This weekend I finished reading a book I’ve been meaning to read for awhile: “Harem: The World Behind the Veil” by Alev Lytle Croutier.
One of my majors in university was Women’s Studies, so I am attracted to topics about women in history. The discourse surrounding the “veil” was also a very popular topic when I was studying and I am generally fascinated by the complexity of the intersections between feminism, religion, orientalism, and oppression in the debates.
As one would expect, the “harem” was a much more complicated place and concept than just being a physical location were women lived. The image most of us have in our minds of the “harem” are an orientalist fantasy that was produced by western travellers. Growing up in a feminist home, I am just as guilty as I immediately think of oppression.
These are very narrow views. The fact is there was much diversity in how harems worked and were run. Some times this varied by Sultan or Sulatana. Some Sultanas had a lot of sway in politics.
Education too greatly varied. In many ways, harems were places for women’s education. Sometimes this was limited to learning ‘female’ tasks or the arts like dancing and being appealing for the female gaze. Other times, this would include language. Not just writing and reading, but also learning foreign languages. The residents of harems after all were often a mix of different cultures.
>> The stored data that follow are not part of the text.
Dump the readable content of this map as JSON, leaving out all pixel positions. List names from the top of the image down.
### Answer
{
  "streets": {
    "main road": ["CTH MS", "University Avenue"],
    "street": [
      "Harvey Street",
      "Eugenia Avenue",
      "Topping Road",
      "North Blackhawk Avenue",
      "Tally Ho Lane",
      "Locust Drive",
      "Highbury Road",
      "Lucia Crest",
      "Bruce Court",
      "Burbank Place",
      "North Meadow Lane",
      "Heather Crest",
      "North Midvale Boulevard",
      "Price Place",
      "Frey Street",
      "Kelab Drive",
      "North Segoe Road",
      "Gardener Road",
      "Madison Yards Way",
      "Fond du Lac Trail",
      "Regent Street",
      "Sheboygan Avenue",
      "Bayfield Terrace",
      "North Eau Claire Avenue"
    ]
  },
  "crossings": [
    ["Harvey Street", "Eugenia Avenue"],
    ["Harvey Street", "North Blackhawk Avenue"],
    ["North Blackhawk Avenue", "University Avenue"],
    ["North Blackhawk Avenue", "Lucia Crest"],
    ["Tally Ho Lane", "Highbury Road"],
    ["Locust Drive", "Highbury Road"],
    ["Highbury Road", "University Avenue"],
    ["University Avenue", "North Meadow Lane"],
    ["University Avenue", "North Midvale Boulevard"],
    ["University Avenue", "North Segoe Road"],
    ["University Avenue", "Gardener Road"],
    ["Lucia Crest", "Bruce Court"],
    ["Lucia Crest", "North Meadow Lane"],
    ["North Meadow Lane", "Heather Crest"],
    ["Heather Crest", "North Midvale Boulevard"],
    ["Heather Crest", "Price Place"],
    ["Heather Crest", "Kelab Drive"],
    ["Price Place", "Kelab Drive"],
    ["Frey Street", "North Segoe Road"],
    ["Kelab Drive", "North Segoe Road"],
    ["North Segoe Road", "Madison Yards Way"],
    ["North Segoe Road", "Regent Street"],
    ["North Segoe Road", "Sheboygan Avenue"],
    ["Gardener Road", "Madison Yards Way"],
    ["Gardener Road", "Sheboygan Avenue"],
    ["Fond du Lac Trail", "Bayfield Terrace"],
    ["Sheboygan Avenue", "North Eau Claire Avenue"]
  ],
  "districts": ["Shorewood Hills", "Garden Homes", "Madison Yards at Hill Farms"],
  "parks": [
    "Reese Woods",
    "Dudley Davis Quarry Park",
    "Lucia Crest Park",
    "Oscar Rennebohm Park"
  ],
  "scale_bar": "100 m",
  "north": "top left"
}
To much controversy, the first lady of Turkey recently commented that harems were a place of education:
While I would not go to the extreme to state that these were mini women universities, there were definitely points in history where women enjoyed higher levels of education in harems. But there is no doubt that oppression also existed.
This really reflects the core of human attraction to learning and self-directed learning. Even in an oppressive institution like the harem, women found ways to learn new things.